Assignment: Copy each line below that contains "stream".
-*-
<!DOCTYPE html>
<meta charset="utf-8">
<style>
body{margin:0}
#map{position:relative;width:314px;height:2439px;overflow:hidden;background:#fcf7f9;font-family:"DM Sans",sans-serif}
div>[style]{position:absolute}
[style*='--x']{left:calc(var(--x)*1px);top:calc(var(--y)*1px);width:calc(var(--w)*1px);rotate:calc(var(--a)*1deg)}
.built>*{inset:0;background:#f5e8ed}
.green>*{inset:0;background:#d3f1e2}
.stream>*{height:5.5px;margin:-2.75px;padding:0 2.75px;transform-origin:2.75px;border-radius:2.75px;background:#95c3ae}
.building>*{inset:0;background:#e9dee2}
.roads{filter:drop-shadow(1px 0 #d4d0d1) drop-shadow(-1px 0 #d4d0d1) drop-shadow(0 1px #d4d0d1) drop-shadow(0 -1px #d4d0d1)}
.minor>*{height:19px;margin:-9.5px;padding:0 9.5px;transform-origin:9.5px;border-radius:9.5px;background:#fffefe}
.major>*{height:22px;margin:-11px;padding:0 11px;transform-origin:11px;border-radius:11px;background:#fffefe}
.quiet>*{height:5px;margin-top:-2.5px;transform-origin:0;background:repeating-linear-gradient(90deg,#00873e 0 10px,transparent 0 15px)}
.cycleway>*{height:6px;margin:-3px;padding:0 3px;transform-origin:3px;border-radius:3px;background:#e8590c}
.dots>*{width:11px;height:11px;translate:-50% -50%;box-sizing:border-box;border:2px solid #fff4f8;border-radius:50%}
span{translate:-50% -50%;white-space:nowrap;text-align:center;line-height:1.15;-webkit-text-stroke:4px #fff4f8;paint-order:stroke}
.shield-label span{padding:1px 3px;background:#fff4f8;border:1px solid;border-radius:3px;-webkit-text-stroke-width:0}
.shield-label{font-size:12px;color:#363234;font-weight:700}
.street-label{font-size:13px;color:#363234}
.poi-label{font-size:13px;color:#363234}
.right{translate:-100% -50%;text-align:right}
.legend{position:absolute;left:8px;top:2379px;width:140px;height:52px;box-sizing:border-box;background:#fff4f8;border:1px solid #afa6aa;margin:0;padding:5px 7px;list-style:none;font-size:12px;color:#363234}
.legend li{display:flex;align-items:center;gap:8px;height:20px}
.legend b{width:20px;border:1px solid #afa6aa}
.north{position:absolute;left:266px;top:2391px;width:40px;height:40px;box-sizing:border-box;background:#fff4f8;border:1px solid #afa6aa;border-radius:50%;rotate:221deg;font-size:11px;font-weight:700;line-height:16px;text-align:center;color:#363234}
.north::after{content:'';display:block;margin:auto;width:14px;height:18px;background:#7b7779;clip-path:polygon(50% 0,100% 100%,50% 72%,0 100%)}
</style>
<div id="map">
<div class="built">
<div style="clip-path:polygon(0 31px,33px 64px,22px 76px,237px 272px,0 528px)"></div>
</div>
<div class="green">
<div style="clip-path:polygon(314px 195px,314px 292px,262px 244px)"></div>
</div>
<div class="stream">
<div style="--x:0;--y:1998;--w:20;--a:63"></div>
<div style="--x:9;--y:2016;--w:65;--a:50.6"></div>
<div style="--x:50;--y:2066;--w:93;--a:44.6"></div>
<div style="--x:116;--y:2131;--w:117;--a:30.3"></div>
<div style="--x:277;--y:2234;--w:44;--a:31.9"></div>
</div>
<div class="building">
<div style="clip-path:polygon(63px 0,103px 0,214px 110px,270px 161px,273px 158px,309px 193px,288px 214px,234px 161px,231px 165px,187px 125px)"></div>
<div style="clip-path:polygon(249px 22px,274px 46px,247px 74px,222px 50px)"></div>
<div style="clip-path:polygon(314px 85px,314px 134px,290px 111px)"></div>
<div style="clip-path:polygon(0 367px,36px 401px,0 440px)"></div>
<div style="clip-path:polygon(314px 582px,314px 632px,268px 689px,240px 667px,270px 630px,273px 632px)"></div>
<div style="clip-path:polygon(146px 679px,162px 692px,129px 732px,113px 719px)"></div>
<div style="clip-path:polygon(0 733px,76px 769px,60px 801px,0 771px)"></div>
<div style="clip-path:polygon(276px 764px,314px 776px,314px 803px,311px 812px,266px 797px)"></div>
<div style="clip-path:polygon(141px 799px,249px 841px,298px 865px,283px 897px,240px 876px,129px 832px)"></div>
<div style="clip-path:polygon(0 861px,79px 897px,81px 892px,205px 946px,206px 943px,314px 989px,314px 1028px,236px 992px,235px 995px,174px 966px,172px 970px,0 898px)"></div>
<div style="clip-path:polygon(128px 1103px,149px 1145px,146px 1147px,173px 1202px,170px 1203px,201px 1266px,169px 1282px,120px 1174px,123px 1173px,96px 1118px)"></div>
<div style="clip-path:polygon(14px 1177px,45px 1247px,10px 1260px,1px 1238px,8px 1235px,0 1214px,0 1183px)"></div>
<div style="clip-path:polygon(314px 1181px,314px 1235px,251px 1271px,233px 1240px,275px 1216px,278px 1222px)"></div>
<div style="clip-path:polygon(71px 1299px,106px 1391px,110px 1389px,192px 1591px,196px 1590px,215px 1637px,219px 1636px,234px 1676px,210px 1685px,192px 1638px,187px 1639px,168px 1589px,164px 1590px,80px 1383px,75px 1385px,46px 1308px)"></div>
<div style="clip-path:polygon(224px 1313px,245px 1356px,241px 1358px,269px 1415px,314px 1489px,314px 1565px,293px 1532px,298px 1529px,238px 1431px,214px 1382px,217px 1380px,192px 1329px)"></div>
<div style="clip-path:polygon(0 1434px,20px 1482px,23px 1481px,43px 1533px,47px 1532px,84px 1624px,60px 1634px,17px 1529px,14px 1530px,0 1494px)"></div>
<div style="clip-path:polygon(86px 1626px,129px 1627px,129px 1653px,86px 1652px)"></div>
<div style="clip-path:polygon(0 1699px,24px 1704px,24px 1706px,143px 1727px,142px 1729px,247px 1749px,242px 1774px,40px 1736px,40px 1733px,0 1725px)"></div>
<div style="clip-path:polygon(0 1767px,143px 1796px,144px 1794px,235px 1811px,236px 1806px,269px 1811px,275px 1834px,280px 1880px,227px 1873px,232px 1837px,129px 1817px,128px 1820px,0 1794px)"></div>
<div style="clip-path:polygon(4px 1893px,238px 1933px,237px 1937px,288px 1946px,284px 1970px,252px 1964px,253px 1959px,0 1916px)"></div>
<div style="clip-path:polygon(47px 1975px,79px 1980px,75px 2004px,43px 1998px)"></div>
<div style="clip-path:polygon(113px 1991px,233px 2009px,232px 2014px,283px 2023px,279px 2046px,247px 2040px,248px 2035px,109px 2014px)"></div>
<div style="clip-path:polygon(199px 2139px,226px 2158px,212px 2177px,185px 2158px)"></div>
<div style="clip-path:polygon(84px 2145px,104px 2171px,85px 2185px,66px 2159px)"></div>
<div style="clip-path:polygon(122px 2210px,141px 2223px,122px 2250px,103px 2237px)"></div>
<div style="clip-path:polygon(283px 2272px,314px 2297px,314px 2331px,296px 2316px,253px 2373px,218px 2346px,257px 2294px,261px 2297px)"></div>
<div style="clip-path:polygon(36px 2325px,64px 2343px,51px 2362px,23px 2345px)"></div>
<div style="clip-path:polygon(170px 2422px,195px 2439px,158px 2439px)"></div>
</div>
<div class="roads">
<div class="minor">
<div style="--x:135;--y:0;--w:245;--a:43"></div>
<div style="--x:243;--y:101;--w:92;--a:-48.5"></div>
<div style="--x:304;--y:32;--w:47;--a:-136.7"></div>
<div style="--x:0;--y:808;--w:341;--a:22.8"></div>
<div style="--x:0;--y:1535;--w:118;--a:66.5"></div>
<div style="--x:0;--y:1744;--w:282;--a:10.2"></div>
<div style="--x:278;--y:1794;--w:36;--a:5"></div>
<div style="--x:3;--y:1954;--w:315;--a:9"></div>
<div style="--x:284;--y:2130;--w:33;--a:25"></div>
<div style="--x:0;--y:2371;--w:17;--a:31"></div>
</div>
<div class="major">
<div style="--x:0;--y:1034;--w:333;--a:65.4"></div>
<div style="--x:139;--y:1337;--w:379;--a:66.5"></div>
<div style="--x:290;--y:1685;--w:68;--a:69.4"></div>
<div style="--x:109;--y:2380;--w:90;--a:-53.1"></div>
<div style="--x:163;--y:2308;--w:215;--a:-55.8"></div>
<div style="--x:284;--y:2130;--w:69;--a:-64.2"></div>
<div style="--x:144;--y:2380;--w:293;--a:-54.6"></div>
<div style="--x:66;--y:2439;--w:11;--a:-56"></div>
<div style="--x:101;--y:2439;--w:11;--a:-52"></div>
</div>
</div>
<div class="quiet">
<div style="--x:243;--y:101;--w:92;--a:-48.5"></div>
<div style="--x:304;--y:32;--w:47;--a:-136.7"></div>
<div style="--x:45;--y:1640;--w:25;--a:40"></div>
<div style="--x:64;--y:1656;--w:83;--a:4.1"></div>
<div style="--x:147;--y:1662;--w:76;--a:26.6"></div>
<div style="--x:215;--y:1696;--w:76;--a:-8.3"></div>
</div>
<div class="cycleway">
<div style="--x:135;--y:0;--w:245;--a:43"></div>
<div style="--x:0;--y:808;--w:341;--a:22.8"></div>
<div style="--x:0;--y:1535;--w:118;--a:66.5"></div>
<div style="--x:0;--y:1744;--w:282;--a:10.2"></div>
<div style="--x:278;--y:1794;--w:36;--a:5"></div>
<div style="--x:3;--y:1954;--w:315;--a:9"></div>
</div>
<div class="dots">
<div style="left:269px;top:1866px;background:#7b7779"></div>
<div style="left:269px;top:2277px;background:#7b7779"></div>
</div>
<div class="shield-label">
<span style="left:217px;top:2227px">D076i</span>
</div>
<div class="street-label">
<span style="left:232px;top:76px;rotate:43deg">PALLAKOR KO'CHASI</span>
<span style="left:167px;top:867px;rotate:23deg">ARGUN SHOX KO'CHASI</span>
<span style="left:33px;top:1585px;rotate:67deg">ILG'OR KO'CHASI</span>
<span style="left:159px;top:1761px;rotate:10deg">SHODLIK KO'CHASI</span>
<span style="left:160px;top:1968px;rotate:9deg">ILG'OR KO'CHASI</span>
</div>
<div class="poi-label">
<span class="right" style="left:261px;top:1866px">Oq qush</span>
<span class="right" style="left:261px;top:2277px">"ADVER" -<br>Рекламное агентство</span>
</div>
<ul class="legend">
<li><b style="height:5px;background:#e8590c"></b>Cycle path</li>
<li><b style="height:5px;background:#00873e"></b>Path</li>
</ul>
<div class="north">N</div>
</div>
-*-
Answer box:
.stream>*{height:5.5px;margin:-2.75px;padding:0 2.75px;transform-origin:2.75px;border-radius:2.75px;background:#95c3ae}
<div class="stream">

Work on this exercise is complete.